───── The input ─────

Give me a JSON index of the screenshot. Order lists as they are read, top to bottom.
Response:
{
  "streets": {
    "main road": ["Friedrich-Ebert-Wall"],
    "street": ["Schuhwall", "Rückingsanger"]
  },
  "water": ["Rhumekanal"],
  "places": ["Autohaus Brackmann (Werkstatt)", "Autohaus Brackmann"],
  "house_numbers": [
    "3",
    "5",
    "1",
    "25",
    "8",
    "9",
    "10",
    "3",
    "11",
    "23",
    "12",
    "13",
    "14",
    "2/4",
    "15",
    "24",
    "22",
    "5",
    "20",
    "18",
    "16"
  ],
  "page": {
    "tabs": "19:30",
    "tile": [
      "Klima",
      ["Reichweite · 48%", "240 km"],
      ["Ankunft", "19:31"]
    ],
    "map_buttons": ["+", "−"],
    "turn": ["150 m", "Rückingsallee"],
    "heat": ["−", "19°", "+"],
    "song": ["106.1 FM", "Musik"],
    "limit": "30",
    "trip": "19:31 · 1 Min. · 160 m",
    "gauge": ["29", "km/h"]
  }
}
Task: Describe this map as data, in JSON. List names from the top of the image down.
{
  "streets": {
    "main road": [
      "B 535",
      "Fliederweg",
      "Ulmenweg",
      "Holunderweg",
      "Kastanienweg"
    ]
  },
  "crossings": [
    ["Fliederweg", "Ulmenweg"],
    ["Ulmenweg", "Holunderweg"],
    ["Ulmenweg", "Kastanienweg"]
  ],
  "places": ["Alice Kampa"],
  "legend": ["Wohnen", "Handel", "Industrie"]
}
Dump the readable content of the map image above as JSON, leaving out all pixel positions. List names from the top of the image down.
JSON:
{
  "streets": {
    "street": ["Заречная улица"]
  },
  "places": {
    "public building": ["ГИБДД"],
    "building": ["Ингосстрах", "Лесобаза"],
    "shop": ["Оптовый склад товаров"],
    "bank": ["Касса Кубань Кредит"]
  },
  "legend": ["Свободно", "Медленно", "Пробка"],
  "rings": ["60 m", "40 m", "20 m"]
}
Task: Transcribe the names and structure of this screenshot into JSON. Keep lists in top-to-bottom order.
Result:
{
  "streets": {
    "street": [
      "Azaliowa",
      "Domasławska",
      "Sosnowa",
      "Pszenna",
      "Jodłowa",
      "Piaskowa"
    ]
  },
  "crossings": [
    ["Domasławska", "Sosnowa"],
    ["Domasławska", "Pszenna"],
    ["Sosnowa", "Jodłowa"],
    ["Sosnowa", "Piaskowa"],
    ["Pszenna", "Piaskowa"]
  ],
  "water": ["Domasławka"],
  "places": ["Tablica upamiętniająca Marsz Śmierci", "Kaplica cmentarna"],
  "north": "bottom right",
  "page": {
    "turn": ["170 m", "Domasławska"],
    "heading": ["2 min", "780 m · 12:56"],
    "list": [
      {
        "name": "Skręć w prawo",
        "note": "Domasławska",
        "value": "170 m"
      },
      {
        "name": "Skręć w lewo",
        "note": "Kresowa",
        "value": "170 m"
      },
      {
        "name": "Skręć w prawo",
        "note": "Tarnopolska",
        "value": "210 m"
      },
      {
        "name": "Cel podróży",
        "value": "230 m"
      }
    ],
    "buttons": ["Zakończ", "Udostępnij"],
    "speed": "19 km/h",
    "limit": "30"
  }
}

─────

Directions => Go through the data above and tally every line that includes "lists". State only the total.

Written response => 2